The Weak Link Gets Stressed

I’m always looking for more attack angles into the network.

What is the weakest link?

To know the answer to the question we need to investigate what Risk = likelihood * impact is in our organization.

It is more exciting to talk about higher productivity, faster computers, and sales of product xyz.  But a weak link has to be monitored or it can become a disaster of your own doing.   The Internet has improved productivity (and made us social media hogs) but also has allowed our computer environment to be affected by all the Criminal people of the world.

I have mentioned this in the last couple of posts, but Small business does not seem to get the message.

There are so many things to do in a small business just to stay afloat or to grow, that working on a backup strategy is just not important. How does a backup help sell product “xyz”?

It may not help selling or operating a business, but when an IT failure occurs will it be an annoyance – “recover the data please”? Or will it be a disaster and then we have to say things like… the computers are not operating right now… we are working using the old paper based methods. A few years from now this will not work, as Credit cards increasingly need a network to operate.

Getting the following message might make you pay the ransom, thinking you will have solved the problem ‘on the cheap’

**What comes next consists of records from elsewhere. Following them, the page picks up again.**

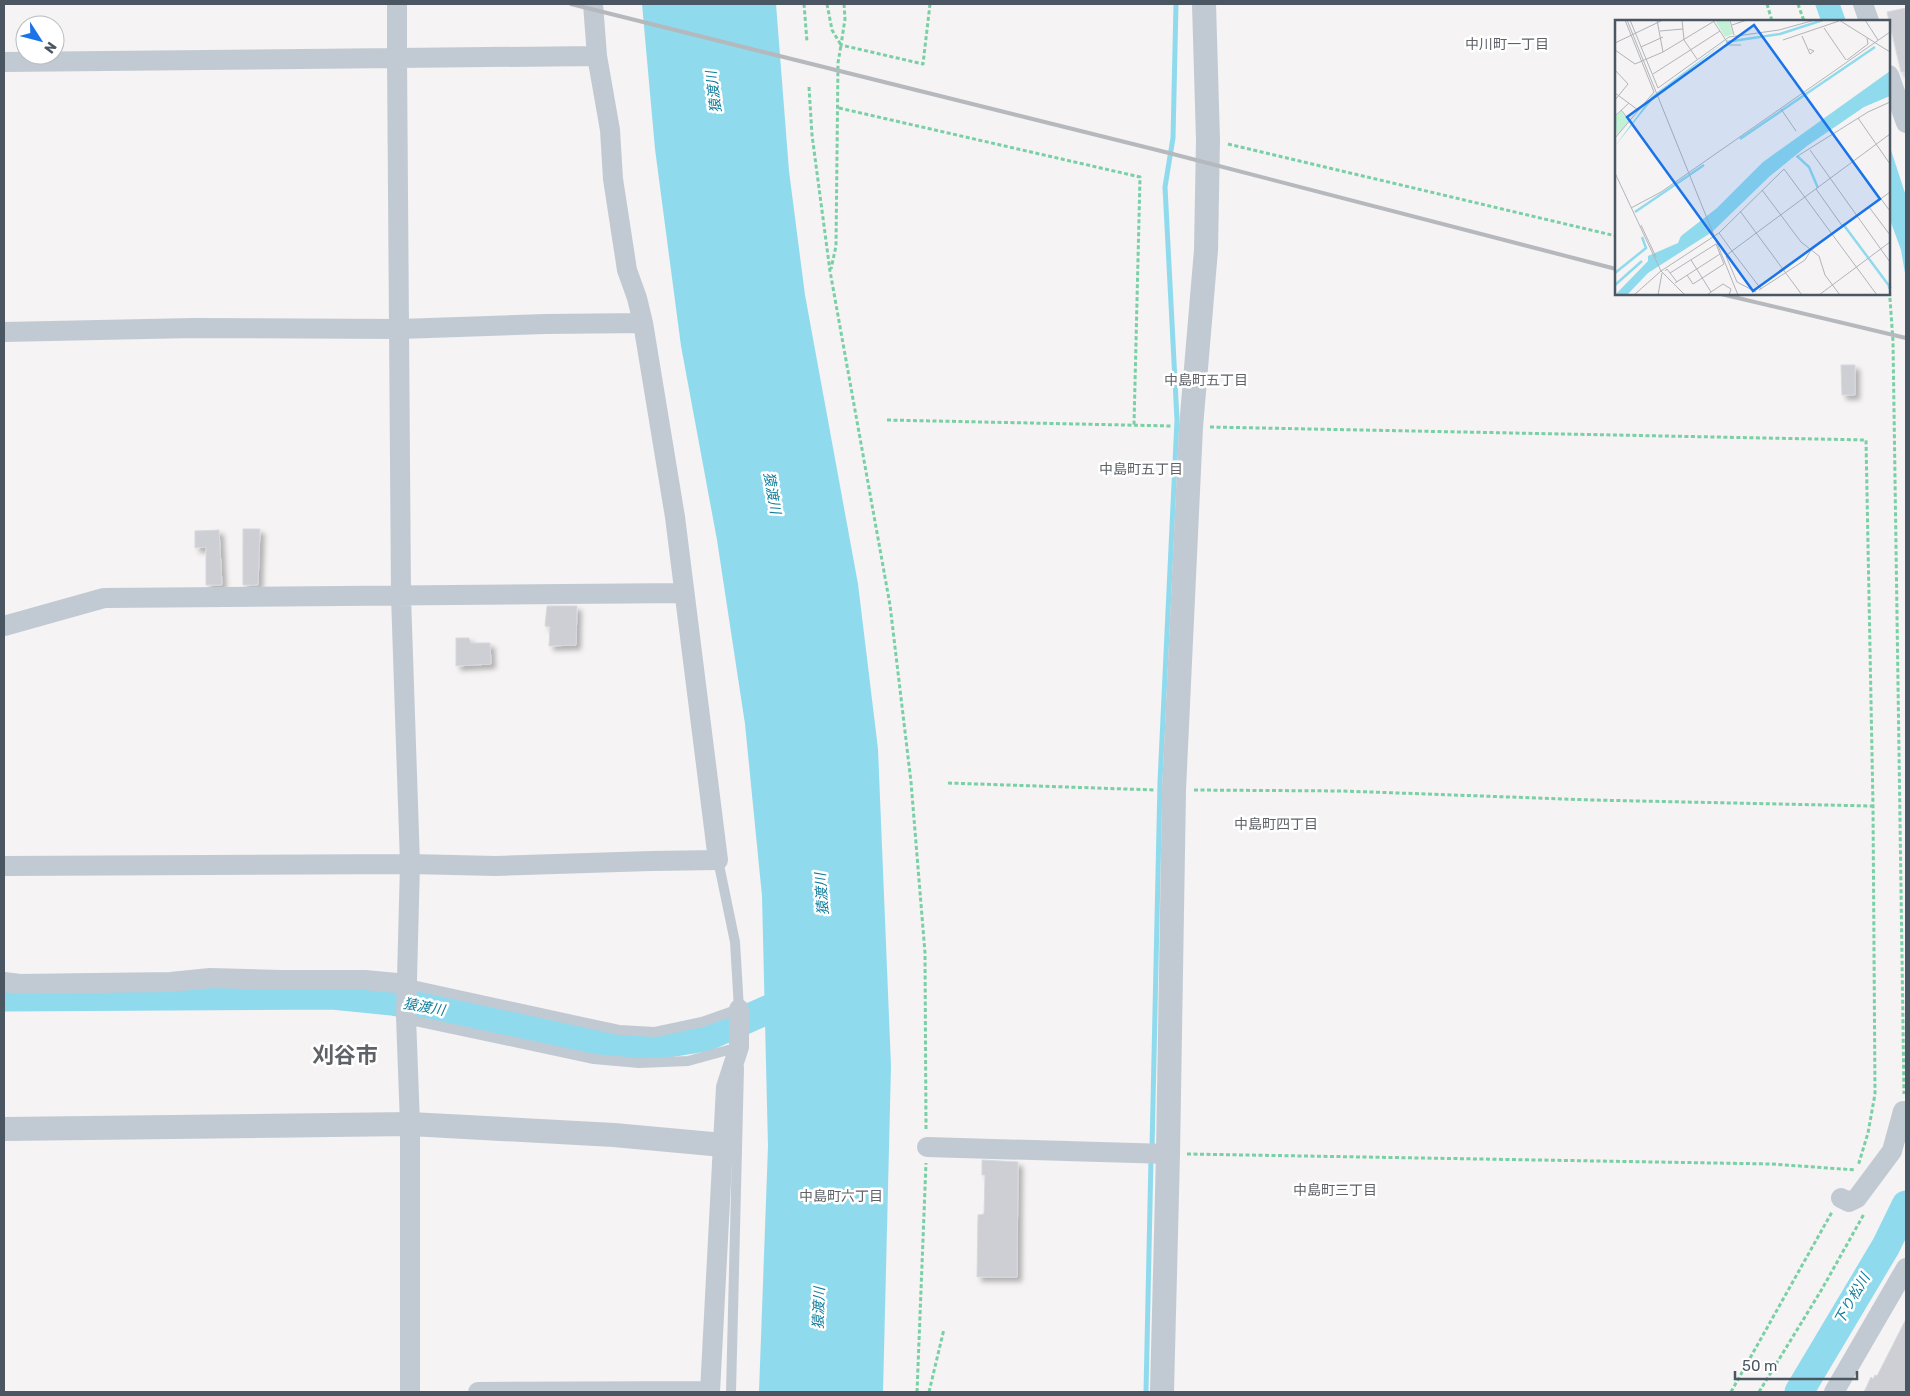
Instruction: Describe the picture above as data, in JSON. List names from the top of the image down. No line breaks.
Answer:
{"districts":["中川町一丁目","中島町五丁目","中島町五丁目","中島町四丁目","刈谷市","中島町三丁目","中島町六丁目"],"water":["猿渡川","下り松川"],"scale_bar":"50 m","north":"bottom right"}
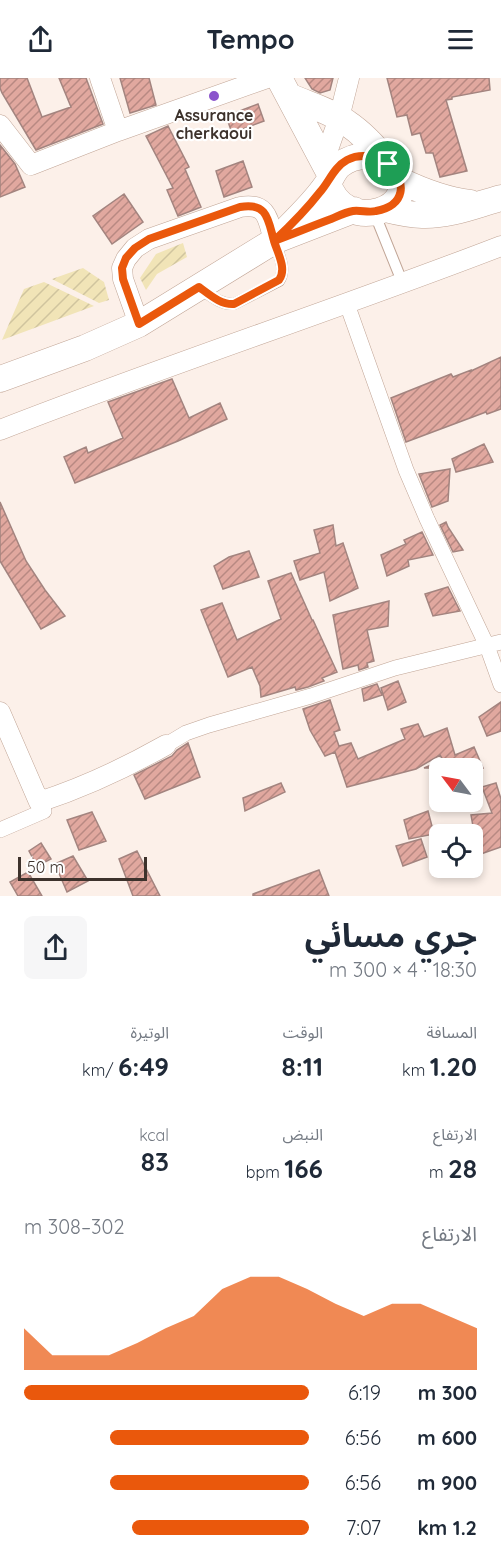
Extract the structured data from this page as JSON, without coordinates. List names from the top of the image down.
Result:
{
  "places": ["Assurance cherkaoui"],
  "scale_bar": "50 m",
  "north": "top left",
  "page": {
    "header": "Tempo",
    "scale": "50 m",
    "heading": ["جري مسائي", "18:30 · 4 × 300 m"],
    "stats": [
      ["المسافة", "1.20 km"],
      ["الوقت", "8:11"],
      ["الوتيرة", "6:49 /km"],
      ["الارتفاع", "28 m"],
      ["النبض", "166 bpm"],
      ["kcal", "83"]
    ],
    "chart": ["الارتفاع", "302–308 m"],
    "list": [
      {
        "name": "300 m",
        "note": "6:19"
      },
      {
        "name": "600 m",
        "note": "6:56"
      },
      {
        "name": "900 m",
        "note": "6:56"
      },
      {
        "name": "1.2 km",
        "note": "7:07"
      }
    ]
  }
}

But if it happened once, it will happen again. You better fix this issue of management willpower. 60% of small businesses fail within 6 months of a Ransomware attack. There is a reason for this phenomena.  The weak link is the ignorance of the problem.

As you can see the sophistication of criminals will get to the point that they will charge more for Ransoming your own devices back to you.  If management does not have the willpower to create the processes of sophistication to defeat digital Criminals (and major disasters). Then it will only be a matter of time and circumstances when the hole dug is going to be too deep.

Thus my conclusion is that the true “Weak Link” is management thinking itself. A minimal amount of time could be spent on defensive preparations, like 10% which I have recommended before: http://oversitesentry.com/what-is-your-budget-in-preventing-unforeseen-attacks/

Contact Me to discuss this phenomena.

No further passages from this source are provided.